Income tax receipts rise despite closed businesses and unemployment
Exchequer returns also note Covid-fuelled welfare spend of €1.6bn
Some 571,111 people were classified by the CSO as out of work in March.
One of the interesting details of April’s exchequer returns was the strength of the income tax receipts at a time when a large part of the economy remains shuttered and 571,111 people were classified by the Central Statistics Office as out of work in March.
Income tax brought in €2.12 billion last month, 3 per cent or €62 million ahead of profile, and 13 per cent up on the same month of 2020, which was effectively the first full month of our Covid-19 lockdown.

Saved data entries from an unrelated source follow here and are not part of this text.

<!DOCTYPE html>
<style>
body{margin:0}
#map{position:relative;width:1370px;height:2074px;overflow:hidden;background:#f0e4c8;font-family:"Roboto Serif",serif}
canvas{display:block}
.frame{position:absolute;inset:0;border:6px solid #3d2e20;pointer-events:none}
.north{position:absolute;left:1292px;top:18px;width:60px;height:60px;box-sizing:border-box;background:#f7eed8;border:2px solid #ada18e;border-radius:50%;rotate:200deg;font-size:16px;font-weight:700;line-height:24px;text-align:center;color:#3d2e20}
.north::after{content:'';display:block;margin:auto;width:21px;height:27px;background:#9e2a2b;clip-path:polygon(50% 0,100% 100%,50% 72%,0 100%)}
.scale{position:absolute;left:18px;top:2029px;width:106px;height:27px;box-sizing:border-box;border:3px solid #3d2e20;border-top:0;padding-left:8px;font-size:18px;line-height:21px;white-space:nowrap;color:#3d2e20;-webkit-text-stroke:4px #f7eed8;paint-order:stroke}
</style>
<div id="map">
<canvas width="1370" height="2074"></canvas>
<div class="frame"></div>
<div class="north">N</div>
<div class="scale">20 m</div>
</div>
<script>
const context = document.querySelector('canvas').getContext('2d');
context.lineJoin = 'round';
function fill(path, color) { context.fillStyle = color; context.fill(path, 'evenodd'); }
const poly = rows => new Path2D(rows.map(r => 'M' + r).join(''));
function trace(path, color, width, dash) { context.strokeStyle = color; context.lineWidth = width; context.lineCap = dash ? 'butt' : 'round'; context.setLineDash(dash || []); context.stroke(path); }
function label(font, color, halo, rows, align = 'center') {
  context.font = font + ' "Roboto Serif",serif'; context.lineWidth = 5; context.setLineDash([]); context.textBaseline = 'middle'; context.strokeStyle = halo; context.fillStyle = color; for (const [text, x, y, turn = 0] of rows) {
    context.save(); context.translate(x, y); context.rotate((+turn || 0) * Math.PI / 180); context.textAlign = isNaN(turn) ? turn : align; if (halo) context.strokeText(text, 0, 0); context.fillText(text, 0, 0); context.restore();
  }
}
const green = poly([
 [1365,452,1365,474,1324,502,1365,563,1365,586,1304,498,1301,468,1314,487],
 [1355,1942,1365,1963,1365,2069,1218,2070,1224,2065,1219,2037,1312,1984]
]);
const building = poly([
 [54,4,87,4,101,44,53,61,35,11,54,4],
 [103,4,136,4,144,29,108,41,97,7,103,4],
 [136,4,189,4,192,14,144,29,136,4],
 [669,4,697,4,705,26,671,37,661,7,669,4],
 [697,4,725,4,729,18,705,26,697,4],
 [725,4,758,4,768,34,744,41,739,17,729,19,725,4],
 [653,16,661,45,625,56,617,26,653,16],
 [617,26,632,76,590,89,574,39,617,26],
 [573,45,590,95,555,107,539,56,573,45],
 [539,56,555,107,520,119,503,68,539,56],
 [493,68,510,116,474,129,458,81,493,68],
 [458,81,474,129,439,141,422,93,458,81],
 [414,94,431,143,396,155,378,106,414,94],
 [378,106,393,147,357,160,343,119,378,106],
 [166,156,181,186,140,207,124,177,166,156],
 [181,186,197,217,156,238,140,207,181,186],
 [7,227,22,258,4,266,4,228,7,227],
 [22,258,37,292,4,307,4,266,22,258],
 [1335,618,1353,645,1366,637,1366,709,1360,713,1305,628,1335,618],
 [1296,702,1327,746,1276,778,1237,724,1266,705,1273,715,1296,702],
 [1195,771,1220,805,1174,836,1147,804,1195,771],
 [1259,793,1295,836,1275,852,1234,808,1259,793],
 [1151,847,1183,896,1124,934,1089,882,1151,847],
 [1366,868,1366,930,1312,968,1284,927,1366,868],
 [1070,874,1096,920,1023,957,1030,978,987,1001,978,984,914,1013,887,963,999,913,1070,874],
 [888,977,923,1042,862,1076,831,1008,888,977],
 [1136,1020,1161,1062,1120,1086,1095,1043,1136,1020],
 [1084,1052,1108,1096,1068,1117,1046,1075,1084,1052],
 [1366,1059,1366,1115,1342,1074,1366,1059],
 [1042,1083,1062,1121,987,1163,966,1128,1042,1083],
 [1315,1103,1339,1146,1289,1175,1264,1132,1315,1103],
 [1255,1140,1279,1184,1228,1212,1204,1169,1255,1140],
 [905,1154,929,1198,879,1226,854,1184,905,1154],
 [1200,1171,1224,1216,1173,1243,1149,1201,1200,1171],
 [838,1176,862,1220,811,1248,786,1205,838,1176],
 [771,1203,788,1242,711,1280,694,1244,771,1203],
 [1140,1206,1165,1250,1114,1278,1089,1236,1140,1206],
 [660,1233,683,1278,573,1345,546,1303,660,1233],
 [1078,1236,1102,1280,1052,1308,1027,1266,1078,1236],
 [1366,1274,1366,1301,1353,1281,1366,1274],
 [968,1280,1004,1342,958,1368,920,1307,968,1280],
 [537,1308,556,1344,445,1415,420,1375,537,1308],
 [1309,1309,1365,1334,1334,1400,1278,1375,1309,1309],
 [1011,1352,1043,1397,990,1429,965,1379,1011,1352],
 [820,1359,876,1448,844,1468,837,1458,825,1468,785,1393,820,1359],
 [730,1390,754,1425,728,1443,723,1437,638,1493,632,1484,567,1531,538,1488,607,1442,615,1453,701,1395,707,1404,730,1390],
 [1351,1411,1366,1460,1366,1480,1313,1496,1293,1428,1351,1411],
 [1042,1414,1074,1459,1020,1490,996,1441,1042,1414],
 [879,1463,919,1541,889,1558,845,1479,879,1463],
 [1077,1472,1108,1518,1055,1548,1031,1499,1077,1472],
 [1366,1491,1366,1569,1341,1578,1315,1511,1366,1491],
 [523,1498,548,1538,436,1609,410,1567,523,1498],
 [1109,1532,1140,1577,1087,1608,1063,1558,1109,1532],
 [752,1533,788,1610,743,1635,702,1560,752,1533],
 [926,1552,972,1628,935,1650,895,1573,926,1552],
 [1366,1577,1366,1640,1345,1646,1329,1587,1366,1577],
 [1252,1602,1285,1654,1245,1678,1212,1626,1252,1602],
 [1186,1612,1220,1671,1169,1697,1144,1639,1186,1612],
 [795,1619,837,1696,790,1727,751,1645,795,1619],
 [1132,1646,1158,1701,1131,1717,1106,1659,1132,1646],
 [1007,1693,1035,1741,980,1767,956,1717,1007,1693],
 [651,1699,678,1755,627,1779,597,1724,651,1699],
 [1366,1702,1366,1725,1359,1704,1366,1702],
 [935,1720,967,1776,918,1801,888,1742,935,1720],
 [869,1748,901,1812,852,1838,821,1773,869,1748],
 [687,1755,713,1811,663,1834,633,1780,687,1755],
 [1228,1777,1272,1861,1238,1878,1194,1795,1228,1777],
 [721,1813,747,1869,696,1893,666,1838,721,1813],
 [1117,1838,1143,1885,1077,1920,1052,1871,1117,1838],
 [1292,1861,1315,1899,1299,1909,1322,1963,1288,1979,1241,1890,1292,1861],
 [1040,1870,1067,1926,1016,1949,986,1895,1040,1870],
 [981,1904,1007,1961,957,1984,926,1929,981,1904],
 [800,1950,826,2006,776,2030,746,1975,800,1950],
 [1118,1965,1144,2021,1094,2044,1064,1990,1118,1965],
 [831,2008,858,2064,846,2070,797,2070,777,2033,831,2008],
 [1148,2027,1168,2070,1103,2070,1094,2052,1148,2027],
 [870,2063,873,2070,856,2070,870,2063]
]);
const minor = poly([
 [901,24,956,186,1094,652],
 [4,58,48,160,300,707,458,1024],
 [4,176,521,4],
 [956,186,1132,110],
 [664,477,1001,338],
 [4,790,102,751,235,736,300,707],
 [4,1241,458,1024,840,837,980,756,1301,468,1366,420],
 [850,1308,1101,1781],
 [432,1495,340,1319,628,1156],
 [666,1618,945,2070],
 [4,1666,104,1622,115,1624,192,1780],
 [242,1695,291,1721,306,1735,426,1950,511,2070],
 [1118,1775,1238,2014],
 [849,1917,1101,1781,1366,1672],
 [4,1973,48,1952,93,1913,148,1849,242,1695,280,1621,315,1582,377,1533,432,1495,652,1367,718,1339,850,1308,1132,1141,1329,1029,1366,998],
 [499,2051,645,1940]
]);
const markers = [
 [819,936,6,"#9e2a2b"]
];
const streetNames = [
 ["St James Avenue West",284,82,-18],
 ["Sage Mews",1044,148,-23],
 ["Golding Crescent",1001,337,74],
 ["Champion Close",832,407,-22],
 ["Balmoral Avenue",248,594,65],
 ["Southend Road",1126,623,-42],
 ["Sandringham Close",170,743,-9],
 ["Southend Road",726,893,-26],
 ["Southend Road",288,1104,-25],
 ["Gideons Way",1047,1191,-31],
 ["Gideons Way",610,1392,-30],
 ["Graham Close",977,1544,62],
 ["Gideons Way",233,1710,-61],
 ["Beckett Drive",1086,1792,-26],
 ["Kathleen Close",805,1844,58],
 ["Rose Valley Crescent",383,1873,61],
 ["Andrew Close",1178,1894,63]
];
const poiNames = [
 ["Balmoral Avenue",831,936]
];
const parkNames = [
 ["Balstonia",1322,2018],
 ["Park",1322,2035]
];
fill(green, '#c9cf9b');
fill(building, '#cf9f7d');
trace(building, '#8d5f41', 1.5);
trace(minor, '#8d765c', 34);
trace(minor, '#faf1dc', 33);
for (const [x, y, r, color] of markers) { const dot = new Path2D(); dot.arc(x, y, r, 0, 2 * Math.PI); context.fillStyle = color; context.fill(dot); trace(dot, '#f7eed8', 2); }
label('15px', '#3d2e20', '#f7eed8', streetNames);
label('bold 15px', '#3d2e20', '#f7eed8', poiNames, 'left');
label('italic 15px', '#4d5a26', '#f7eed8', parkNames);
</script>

Of more significance, as noted by Grant Thornton tax partner Peter Vale, is that it was 6.5 per cent ahead of April 2019. Vale is forecasting an “unexpected surplus” in income tax receipts by the year end.
Another positive was that excise duties of €484 million were 10 per cent ahead of profile and nearly 60 per cent up year on year.
The bad news was that spending by the Department of Social Protection was €1.6 billion up and the 12-month rolling exchequer deficit stood at just under €12.5 billion.
Between January and April, some €6.7 billion was paid out by the Department of Social Protection (including for the Pandemic Unemployment Payment and the Employee Wage Subsidy Scheme), nudging it ahead of the Department of Health as the biggest draw on the exchequer finances.
Government-voted expenditure amounted to nearly €27 billion for the first four months of the year, which was €2.2 billion higher than a year ago and €800 million higher than the target. The figures also give a hint of the impact of Brexit on trade.
Customs receipts of €149 million were collected in the first four months of the year – €49 million up year on year.
“The increase in customs revenues relates to the impact of the UK’s departure from the EU customs union, whereby goods coming from the UK whose country of origin is not the UK are subject to customs duties,” the statement from the Department of Finance noted.